Exercise instructions. Tell how many lines in these records contain the string "radius", with only the number as the reply.

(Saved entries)
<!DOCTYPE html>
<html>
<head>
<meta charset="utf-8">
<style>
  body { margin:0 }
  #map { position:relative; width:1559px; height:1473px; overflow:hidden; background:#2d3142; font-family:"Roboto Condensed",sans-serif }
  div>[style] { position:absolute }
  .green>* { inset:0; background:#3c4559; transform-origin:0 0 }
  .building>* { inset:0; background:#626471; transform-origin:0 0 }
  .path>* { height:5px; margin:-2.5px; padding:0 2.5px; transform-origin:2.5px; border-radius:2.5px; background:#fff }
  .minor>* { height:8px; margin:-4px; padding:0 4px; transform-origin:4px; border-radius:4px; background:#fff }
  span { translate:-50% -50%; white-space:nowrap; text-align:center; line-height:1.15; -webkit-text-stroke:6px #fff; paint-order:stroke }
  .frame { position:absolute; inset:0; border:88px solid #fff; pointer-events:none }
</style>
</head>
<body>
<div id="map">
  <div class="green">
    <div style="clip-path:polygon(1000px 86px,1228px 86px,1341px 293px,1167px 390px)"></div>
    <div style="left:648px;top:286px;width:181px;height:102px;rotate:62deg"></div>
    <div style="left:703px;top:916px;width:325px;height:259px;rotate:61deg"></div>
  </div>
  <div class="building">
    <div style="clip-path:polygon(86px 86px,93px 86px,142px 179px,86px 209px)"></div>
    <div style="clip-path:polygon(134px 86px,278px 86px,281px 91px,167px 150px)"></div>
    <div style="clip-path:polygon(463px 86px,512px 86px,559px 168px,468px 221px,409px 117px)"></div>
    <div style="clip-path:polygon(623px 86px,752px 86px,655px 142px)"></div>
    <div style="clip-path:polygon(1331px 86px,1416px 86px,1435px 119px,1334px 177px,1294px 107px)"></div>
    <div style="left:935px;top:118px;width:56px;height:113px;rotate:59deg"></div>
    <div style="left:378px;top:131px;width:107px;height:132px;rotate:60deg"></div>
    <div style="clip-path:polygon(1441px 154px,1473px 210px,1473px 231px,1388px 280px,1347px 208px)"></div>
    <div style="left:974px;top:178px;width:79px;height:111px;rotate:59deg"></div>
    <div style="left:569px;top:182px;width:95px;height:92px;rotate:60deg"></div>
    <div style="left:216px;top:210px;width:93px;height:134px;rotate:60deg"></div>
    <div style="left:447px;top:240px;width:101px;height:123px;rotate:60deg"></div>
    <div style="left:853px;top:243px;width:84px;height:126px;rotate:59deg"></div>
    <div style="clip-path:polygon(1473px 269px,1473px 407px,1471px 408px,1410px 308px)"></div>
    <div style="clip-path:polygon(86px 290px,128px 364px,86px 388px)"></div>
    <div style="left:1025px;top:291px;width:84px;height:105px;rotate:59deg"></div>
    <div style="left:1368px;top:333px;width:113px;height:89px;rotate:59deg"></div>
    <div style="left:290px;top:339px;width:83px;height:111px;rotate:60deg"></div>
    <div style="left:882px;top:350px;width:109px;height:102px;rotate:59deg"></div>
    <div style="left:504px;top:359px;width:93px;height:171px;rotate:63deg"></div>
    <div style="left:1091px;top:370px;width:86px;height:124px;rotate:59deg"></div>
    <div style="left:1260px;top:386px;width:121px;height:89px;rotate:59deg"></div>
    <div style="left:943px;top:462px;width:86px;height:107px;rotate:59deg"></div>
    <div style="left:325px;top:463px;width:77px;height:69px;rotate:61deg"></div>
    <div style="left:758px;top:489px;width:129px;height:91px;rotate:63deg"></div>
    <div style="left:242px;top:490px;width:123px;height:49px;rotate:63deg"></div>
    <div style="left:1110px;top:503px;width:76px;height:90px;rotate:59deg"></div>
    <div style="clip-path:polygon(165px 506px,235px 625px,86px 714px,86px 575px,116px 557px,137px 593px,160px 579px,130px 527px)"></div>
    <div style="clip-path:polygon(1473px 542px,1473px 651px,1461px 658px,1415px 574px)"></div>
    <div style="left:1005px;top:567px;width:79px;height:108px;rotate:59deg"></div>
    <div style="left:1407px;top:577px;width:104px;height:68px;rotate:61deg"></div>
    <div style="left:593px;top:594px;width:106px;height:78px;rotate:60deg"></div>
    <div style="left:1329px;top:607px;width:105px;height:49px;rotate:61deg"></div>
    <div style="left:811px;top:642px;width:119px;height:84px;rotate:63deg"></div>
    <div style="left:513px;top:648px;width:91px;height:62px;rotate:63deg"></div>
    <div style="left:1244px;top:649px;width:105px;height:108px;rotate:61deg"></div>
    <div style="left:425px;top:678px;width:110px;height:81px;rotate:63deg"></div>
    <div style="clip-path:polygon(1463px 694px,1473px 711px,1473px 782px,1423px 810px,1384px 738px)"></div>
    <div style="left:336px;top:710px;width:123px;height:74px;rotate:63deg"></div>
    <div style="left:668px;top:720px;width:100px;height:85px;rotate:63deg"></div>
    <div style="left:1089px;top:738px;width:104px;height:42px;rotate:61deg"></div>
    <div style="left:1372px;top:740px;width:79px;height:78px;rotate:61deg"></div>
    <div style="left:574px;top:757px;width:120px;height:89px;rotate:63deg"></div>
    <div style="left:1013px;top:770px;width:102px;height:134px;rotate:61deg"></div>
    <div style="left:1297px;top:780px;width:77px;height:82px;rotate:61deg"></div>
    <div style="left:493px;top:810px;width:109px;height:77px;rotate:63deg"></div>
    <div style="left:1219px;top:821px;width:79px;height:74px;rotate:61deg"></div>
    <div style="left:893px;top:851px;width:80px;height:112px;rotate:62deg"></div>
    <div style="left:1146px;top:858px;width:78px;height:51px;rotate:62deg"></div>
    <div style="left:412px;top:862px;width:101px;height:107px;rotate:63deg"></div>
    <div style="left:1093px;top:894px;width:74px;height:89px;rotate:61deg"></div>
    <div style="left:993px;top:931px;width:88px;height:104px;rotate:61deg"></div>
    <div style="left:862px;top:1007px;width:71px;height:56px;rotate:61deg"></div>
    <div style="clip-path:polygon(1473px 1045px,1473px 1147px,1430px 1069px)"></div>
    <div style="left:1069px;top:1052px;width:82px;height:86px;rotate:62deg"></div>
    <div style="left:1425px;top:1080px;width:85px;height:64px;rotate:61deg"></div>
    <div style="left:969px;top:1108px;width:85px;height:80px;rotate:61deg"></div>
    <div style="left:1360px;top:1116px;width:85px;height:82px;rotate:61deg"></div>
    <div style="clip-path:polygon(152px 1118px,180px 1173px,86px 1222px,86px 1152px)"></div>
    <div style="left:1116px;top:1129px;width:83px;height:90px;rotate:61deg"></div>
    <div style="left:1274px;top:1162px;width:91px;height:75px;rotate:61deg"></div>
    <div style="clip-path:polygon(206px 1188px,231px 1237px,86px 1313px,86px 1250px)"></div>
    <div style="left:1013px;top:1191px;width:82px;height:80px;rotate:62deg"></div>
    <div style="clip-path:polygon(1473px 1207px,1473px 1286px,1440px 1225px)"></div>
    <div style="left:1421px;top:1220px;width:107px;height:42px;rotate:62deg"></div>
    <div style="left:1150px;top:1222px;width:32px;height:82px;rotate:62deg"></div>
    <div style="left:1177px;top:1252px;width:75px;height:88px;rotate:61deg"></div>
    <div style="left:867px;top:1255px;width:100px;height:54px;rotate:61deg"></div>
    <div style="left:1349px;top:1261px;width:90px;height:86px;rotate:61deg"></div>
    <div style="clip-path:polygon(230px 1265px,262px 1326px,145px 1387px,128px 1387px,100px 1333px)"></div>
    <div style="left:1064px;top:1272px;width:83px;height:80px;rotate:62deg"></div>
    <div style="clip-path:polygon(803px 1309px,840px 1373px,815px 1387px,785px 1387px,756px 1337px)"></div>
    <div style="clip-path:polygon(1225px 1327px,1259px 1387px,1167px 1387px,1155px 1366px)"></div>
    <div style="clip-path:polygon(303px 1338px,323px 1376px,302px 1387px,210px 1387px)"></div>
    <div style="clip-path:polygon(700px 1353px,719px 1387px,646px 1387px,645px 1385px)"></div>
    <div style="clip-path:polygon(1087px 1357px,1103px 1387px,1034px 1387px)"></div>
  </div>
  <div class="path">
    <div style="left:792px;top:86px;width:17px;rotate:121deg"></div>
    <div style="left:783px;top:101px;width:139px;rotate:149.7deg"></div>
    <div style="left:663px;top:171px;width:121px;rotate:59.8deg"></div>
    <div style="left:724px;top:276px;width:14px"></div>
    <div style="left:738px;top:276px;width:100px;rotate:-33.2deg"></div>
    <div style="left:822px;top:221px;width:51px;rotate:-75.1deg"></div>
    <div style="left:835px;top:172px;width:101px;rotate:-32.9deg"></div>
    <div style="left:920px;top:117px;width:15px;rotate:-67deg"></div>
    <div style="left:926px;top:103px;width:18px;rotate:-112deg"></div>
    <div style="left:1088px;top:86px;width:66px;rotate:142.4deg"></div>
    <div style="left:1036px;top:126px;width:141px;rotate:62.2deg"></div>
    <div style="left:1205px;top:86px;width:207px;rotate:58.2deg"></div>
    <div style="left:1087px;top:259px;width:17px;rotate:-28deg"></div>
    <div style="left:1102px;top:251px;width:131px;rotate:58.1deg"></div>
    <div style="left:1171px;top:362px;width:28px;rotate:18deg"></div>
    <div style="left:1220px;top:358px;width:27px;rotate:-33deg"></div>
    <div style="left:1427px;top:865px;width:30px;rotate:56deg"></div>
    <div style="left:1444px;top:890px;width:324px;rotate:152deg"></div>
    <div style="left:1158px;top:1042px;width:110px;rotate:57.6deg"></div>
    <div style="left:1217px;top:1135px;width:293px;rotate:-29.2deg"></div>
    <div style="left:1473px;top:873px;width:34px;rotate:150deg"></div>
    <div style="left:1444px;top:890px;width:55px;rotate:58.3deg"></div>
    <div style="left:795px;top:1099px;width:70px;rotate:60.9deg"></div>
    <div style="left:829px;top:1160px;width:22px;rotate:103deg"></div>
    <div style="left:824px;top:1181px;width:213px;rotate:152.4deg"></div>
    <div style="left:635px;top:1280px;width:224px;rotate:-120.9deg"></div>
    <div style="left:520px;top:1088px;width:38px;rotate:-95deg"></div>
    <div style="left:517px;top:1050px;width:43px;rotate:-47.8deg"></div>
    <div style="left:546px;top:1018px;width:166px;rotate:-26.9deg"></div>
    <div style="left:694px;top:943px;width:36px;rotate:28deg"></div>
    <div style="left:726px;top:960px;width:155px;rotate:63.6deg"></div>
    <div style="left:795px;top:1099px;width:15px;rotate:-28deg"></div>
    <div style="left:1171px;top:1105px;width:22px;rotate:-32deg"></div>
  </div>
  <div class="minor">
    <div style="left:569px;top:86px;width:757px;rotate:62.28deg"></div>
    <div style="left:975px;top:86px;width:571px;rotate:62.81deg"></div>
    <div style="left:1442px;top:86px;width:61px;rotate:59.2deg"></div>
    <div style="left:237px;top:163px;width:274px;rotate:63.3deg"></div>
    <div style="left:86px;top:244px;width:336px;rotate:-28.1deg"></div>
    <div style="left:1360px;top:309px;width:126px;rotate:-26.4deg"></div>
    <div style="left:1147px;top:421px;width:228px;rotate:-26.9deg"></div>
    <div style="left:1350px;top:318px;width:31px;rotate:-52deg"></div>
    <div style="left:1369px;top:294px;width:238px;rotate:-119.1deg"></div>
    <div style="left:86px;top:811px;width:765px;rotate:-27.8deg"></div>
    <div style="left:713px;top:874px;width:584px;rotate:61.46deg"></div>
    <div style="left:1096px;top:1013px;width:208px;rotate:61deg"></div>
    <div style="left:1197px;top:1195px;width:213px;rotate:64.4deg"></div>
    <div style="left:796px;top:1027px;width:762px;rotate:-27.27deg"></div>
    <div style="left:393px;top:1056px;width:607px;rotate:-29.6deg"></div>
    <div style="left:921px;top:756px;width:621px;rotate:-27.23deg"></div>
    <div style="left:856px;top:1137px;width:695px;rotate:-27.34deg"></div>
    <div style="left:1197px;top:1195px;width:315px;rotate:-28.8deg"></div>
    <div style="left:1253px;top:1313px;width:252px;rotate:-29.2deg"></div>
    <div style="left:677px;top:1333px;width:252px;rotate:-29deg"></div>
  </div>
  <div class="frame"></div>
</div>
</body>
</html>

Task result. 2